ASSIGNMENT:
Say how many lines in the records contain the string "nowrap". Nothing but the number should be given.

(Stored items)
......

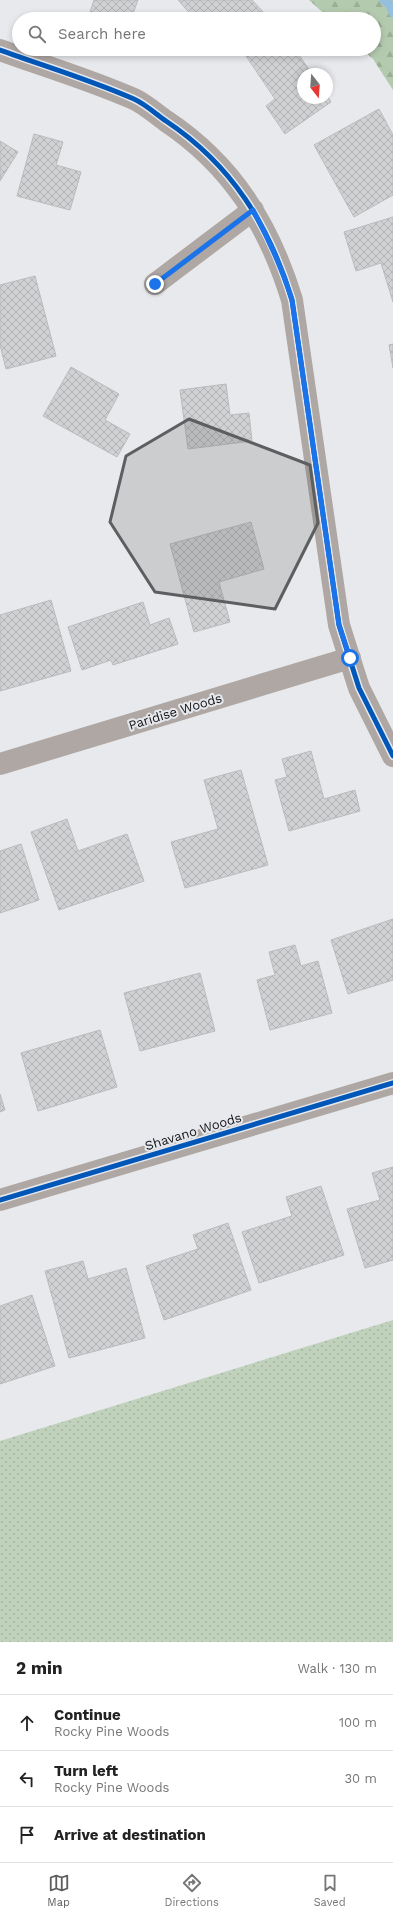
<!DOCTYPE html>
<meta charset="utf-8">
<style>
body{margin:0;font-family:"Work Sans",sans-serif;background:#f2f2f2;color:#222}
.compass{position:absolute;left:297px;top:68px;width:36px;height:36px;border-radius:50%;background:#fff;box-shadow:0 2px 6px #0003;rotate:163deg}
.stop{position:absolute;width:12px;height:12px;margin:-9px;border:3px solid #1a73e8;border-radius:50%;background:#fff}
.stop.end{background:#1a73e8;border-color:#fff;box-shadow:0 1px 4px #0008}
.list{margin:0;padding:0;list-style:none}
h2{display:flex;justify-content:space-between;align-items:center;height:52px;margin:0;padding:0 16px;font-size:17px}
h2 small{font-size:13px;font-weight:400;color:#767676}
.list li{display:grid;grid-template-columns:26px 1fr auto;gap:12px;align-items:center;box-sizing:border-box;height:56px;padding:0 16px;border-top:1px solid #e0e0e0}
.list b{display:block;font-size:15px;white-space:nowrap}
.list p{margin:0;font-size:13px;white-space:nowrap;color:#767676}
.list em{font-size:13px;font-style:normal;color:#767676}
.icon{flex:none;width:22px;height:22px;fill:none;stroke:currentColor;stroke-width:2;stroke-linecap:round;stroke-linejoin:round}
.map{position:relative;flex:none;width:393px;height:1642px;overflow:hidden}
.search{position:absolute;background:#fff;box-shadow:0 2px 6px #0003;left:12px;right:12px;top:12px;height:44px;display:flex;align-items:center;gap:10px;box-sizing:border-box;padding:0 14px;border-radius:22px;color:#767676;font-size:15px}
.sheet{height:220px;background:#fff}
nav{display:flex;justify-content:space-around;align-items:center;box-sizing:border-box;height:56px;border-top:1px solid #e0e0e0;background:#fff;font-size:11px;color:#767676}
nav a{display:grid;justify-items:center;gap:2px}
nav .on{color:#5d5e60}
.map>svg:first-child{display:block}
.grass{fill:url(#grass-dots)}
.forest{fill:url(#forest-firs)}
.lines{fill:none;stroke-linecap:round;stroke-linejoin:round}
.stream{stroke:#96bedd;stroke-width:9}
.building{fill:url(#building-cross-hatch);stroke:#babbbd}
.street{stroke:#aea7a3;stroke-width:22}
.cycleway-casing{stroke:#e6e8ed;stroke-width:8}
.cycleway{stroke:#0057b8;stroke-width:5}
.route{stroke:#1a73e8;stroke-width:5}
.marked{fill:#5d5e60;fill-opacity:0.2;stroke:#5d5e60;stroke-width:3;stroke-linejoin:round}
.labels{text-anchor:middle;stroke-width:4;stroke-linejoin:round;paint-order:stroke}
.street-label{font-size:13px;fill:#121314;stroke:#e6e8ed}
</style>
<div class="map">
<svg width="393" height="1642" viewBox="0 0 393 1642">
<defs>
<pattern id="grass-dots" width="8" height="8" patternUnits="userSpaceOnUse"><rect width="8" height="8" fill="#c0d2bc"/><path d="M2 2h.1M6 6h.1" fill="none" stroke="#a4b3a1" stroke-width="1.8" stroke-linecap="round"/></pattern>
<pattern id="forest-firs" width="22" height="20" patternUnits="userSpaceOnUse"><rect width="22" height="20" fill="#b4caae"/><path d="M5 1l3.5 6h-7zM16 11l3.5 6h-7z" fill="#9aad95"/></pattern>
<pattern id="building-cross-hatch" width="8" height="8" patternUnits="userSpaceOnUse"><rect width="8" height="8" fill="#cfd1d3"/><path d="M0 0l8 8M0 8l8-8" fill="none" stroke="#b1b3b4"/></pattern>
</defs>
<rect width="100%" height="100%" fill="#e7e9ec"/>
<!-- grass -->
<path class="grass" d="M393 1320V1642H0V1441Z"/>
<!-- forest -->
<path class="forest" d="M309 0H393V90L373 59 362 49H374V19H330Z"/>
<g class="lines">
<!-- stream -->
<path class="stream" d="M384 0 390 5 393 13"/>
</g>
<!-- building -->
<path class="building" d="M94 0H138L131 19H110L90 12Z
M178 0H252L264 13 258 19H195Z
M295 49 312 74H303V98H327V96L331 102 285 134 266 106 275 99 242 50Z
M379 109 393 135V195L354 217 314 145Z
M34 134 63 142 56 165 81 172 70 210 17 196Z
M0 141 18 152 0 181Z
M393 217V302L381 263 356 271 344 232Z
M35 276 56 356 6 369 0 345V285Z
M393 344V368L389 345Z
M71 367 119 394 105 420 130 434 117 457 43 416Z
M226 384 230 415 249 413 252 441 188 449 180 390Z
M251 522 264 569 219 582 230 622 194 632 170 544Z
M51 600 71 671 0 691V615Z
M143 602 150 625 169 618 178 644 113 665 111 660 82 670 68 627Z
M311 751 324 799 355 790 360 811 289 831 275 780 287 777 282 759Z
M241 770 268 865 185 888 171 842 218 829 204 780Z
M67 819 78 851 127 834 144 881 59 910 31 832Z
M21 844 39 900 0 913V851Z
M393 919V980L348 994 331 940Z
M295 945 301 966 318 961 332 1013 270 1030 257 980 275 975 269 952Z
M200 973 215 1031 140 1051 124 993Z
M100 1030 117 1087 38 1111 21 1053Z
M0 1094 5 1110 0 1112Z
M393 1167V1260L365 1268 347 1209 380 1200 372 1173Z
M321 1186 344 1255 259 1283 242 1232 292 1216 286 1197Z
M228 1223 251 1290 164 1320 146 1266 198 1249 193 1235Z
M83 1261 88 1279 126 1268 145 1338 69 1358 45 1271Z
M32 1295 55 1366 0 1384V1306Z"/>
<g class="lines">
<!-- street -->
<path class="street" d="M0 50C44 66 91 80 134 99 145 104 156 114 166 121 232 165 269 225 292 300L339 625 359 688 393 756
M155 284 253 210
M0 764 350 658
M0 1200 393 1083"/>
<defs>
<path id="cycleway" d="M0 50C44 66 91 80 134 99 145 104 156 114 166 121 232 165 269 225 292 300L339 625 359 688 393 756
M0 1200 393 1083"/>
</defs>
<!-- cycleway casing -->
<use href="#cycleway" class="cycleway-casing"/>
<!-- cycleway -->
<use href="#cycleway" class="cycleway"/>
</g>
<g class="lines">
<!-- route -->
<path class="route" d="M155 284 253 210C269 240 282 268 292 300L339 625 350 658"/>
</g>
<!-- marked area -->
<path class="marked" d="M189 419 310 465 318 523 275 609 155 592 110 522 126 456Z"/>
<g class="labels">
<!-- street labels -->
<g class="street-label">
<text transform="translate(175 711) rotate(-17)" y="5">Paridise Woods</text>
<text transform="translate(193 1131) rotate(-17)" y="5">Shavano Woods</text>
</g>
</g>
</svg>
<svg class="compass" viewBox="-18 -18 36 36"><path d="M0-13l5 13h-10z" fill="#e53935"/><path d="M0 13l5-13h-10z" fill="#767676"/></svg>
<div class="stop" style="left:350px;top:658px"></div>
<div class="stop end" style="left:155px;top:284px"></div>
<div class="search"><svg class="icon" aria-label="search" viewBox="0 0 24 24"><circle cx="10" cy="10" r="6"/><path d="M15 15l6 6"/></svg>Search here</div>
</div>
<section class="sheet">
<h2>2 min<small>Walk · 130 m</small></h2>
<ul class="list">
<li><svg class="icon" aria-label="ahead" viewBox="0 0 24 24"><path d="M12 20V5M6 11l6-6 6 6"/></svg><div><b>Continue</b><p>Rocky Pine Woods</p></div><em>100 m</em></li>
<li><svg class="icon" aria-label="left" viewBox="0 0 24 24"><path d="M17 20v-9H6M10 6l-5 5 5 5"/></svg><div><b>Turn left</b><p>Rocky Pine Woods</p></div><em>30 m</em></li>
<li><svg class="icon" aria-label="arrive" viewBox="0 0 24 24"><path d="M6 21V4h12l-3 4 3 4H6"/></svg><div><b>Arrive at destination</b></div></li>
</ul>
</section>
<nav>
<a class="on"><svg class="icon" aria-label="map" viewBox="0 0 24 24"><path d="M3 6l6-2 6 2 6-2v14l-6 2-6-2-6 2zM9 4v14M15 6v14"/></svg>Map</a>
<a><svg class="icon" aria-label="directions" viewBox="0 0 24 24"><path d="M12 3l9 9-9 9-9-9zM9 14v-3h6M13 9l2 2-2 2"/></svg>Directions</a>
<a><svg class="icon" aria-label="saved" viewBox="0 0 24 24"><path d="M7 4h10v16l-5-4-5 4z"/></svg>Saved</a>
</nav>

......

RESPONSE FOR THIS EXERCISE:
2